Monoclonal antibody treatment reduces vaccine efficacy
Having observed vaccine inefficacy in those receiving the anti-CD20 mAb therapies RTX and OCR, the group employed a univariate analysis of antibody responses against several metrics, finding no association with gender, mRNA vaccine type, or last measured IgG levels compared to post-vaccination levels.
Pre- and post-vaccination percentages of CD4+ and CD8+ T-cells were also found to have no association with human leukocyte antigen levels, which is the major risk factor for multiple sclerosis. However, these patients did see an increase in CD19+ B-cells, spike/RBD IgG, and spike/RBD seropositive patients post-vaccination.
Some prior reports have indicated that the variability in the timing of anti-CD20 mAb doses and vaccines could influence their efficacy. However, the group reported no correlation between infusion-vaccination interval and total spike/RBD IgG levels.
However, the time from the start of anti-CD20 mAb therapy to the time of vaccination (cumulative treatment duration) was found to influence seropositivity. The two patients treated for over 40 months were seronegative, and the two treated for less than 35 being seropositive.
The patients treated for a shorter duration had also specifically received the anti-CD20 mAb drug OCR. In comparison, those treated for a longer duration had received RTX, likely explaining the more detrimental effect observed from the latter regarding seropositivity.

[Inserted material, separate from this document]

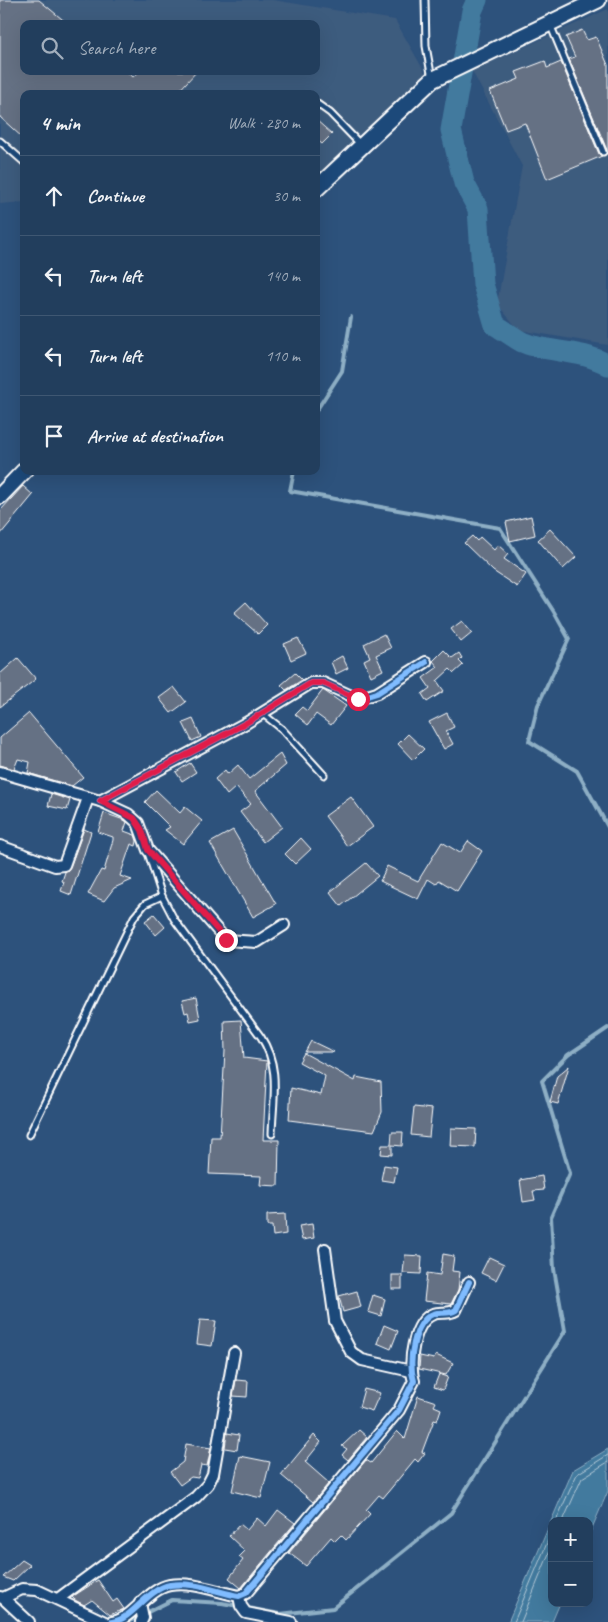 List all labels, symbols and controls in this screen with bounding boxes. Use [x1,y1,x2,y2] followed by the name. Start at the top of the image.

In conclusion, S1P receptor modulators and anti-CD20 mAb therapies were found to significantly reduce total spike and RBD IgG generated by vaccination compared to untreated MS patients or healthy controls.
CD19+ cell percentage following vaccination was found to correlate strongly with spike seropositivity, suggesting that B-cell reconstitution in lymphoid tissue and subsequent circulation is responsible for antibody generation. This may explain seropositivity among anti-CD20 mAb patients with shorter treatment times, where B-cell reserves in lymphoid tissue are eventually depleted, ultimately resulting in a seronegative response.

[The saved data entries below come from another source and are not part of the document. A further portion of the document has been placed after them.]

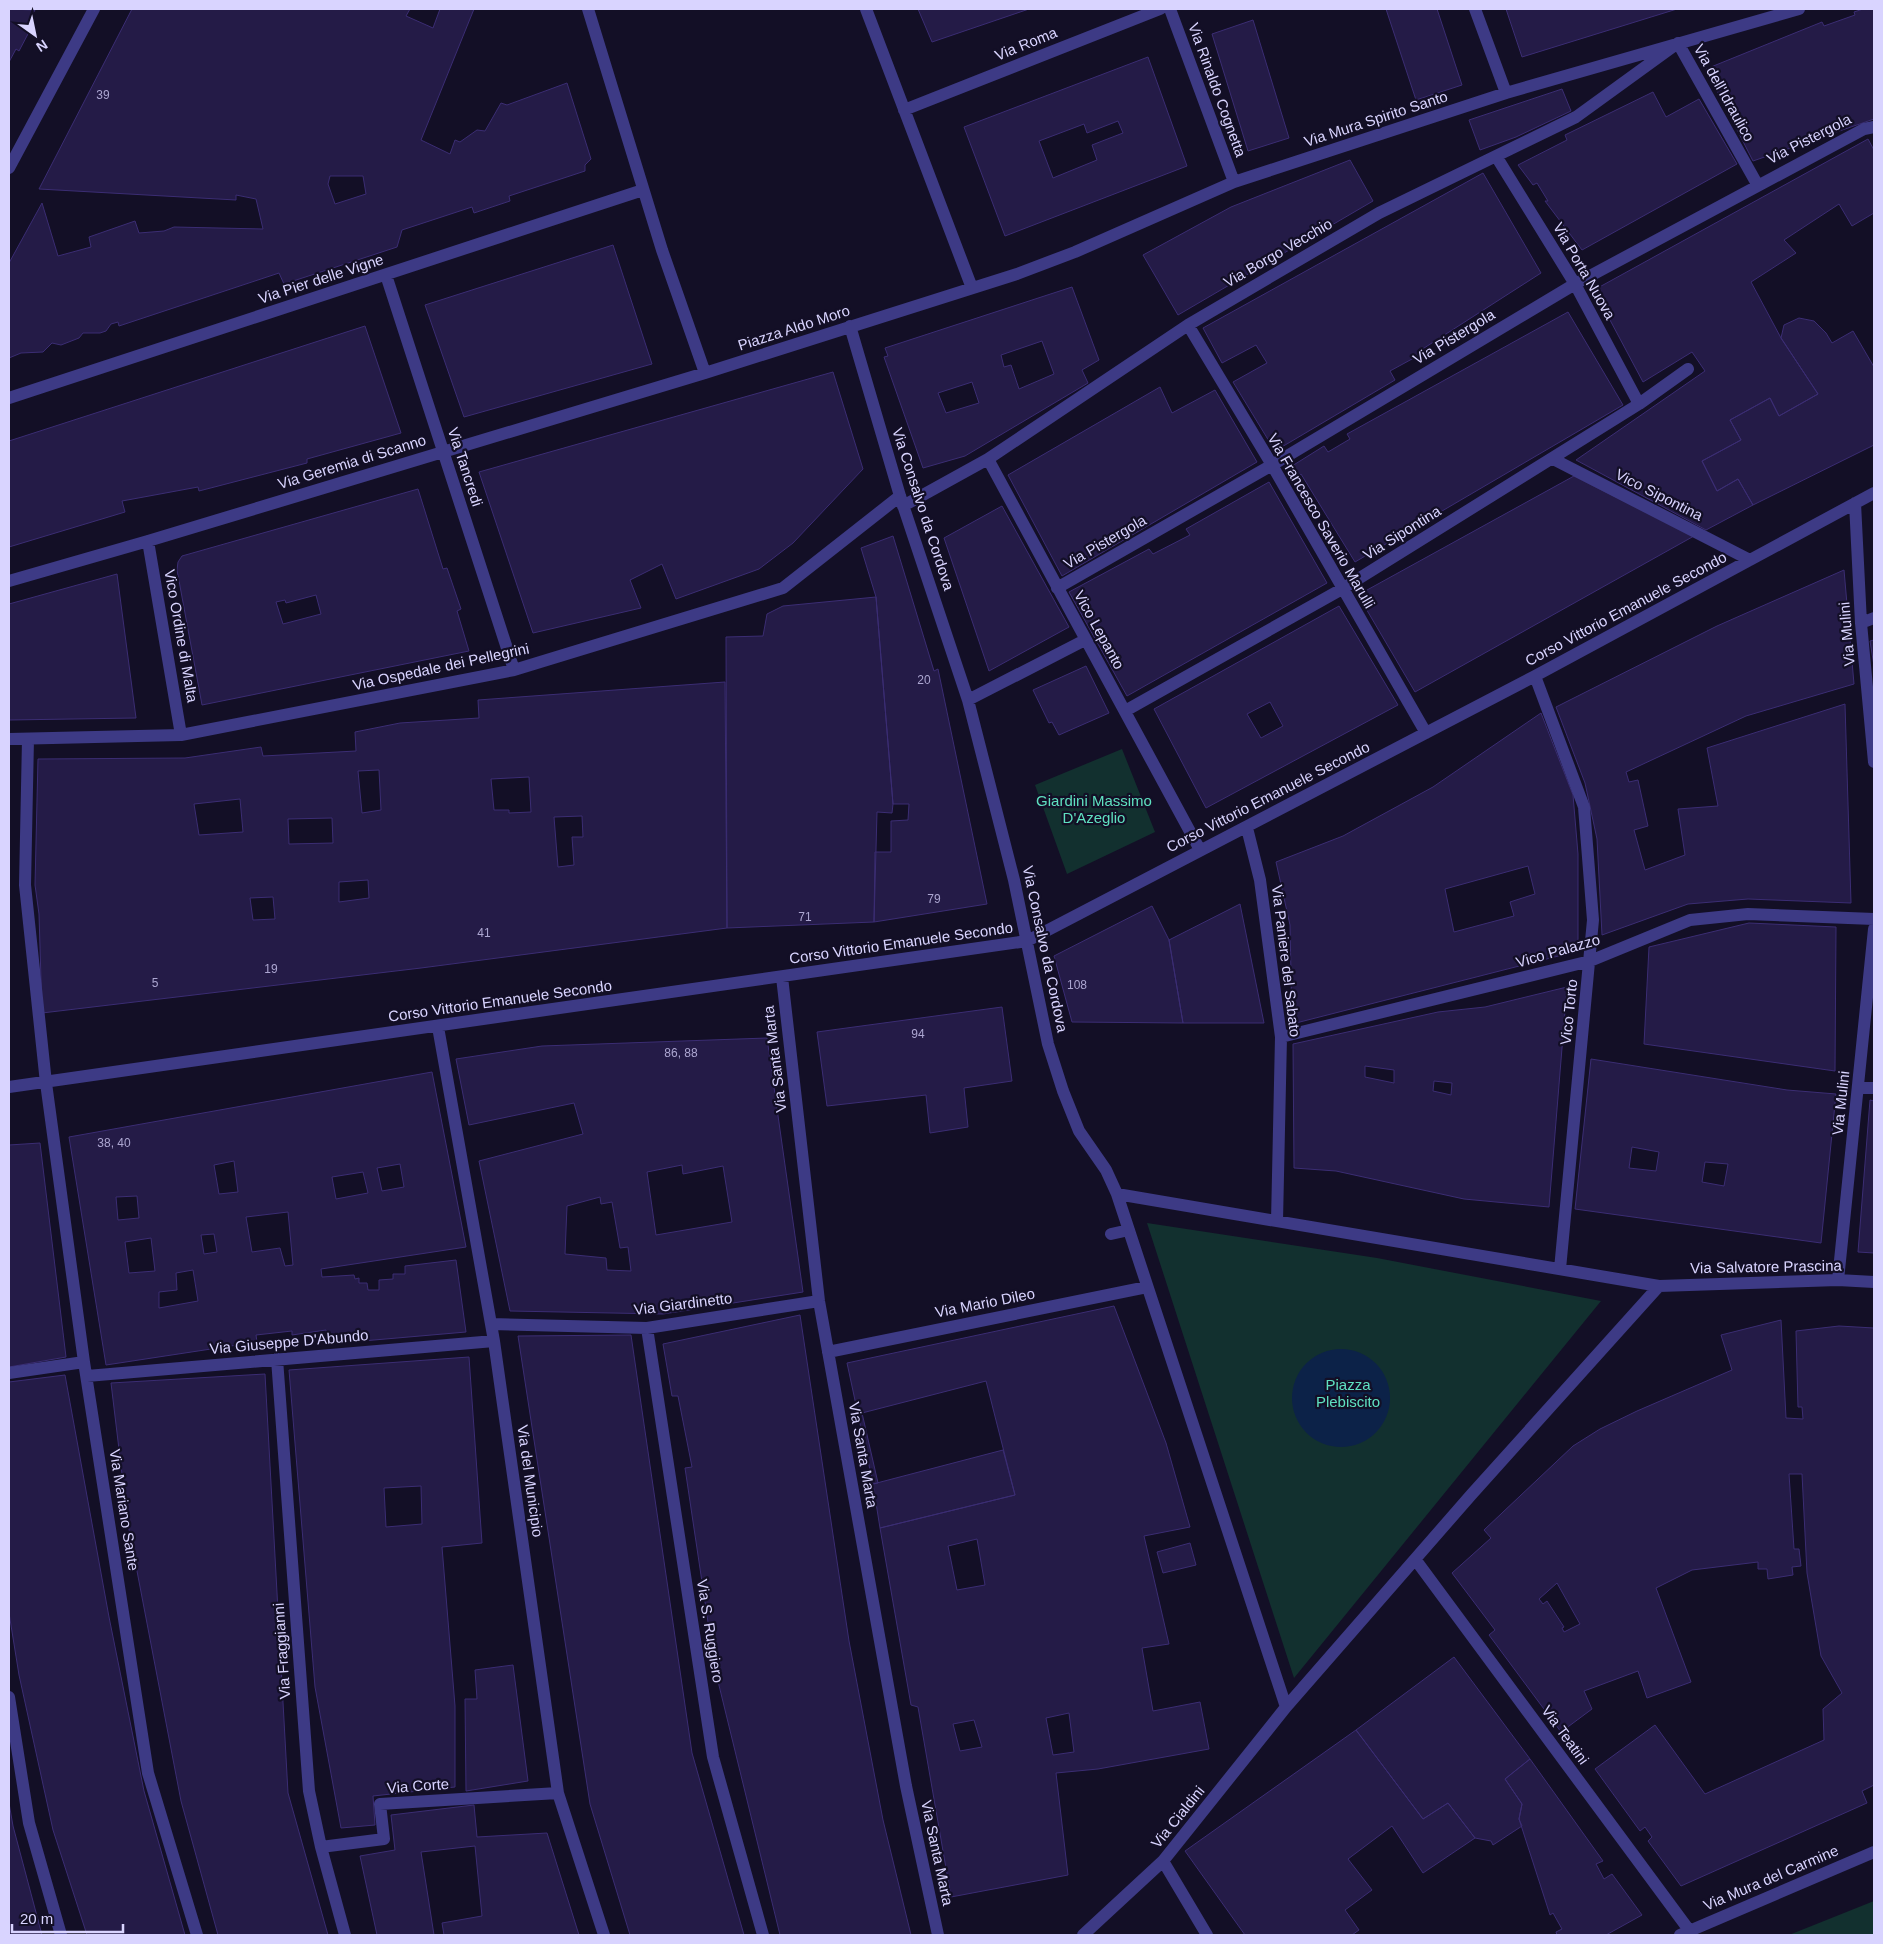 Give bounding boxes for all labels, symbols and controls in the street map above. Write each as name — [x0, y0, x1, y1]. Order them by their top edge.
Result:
north arrow — [10, 10, 60, 60]
street label: Via Rinaldo Cognetta — [1185, 20, 1250, 160]
street label: Via Roma — [992, 23, 1060, 64]
text: N — [33, 36, 51, 55]
street label: Via dell'Idraulico — [1691, 41, 1758, 144]
street label: Via Mura Spirito Santo — [1302, 87, 1450, 150]
house number: 39 — [96, 88, 110, 102]
street label: Via Pistergola — [1764, 110, 1854, 167]
street label: Via Borgo Vecchio — [1221, 215, 1335, 291]
street label: Via Porta Nuova — [1550, 219, 1619, 323]
street label: Via Pier delle Vigne — [256, 250, 385, 307]
street label: Piazza Aldo Moro — [736, 301, 852, 354]
street label: Via Pistergola — [1410, 305, 1498, 368]
street label: Via Tancredi — [445, 425, 486, 508]
street label: Via Consalvo da Cordova — [889, 425, 958, 593]
street label: Via Francesco Saverio Marulli — [1264, 430, 1379, 611]
street label: Via Geremia di Scanno — [276, 431, 428, 492]
street label: Vico Sipontina — [1613, 465, 1706, 524]
street label: Via Sipontina — [1360, 502, 1444, 563]
street label: Via Pistergola — [1061, 511, 1150, 572]
street label: Corso Vittorio Emanuele Secondo — [1522, 548, 1729, 669]
street label: Vico Ordine di Malta — [161, 568, 202, 704]
street label: Vico Lepanto — [1071, 587, 1128, 672]
street label: Via Mulini — [1835, 601, 1858, 667]
street label: Via Ospedale dei Pellegrini — [351, 640, 531, 694]
house number: 20 — [917, 673, 931, 687]
street label: Corso Vittorio Emanuele Secondo — [1163, 738, 1372, 855]
park label: Giardini Massimo D'Azeglio — [1036, 792, 1152, 826]
street label: Via Consalvo da Cordova — [1020, 864, 1072, 1034]
street label: Via Paniere del Sabato — [1269, 884, 1304, 1038]
house number: 79 — [927, 892, 941, 906]
house number: 71 — [798, 910, 812, 924]
street label: Corso Vittorio Emanuele Secondo — [788, 918, 1014, 967]
house number: 41 — [477, 926, 491, 940]
street label: Vico Palazzo — [1514, 930, 1602, 971]
house number: 19 — [264, 962, 278, 976]
house number: 5 — [152, 976, 159, 990]
street label: Corso Vittorio Emanuele Secondo — [387, 976, 613, 1025]
house number: 108 — [1067, 978, 1087, 992]
street label: Vico Torto — [1557, 978, 1580, 1046]
street label: Via Santa Marta — [759, 1004, 789, 1113]
house number: 94 — [911, 1027, 925, 1041]
house number: 86, 88 — [664, 1046, 698, 1060]
street label: Via Mulini — [1829, 1070, 1852, 1136]
house number: 38, 40 — [97, 1136, 131, 1150]
street label: Via Salvatore Prascina — [1690, 1257, 1843, 1276]
street label: Via Mario Dileo — [933, 1284, 1036, 1321]
street label: Via Giardinetto — [633, 1289, 733, 1318]
street label: Via Giuseppe D'Abundo — [209, 1326, 369, 1357]
park label: Piazza Plebiscito — [1316, 1376, 1380, 1410]
street label: Via Santa Marta — [846, 1401, 881, 1510]
street label: Via del Municipio — [514, 1424, 547, 1538]
street label: Via Mariano Sante — [106, 1448, 143, 1572]
street label: Via S. Ruggiero — [694, 1578, 727, 1684]
street label: Via Fraggianni — [270, 1602, 293, 1700]
street label: Via Teatini — [1538, 1702, 1592, 1767]
street label: Via Corte — [386, 1775, 450, 1796]
street label: Via Cialdini — [1147, 1782, 1208, 1851]
street label: Via Santa Marta — [918, 1799, 957, 1908]
street label: Via Mura del Carmine — [1701, 1841, 1841, 1914]
scale bar — [12, 1902, 124, 1934]
text: 20 m — [20, 1910, 53, 1927]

MS treatment did not alter CD4+ or CD8+ cytokine output, though treatment with RTX resulted in increased CD8+ T-cell production and subsequent IFNγ secretion.
Despite the partial protection conferred by vaccination via cell-mediated immunity, most MS patients receiving these therapies remain highly vulnerable immunocompromised patients. Thus, they are at higher risk of infection, hospitalization, and death from COVID-19.
In particular, prolonged anti-CD20 mAb therapies have been demonstrated to eliminate the benefit of vaccination in many cases, meaning that individuals receiving these drugs will need to act and be treated with extreme caution regarding disease control for the foreseeable future.
medRxiv publishes preliminary scientific reports that are not peer-reviewed and, therefore, should not be regarded as conclusive, guide clinical practice/health-related behavior, or treated as established information.
- Sabatino, J. et al. (2021) “Impact of multiple sclerosis disease-modifying therapies on SARS-CoV-2 vaccine-induced antibody and T cell immunity”. medRxiv. doi: 10.1101/2021.09.10.21262933.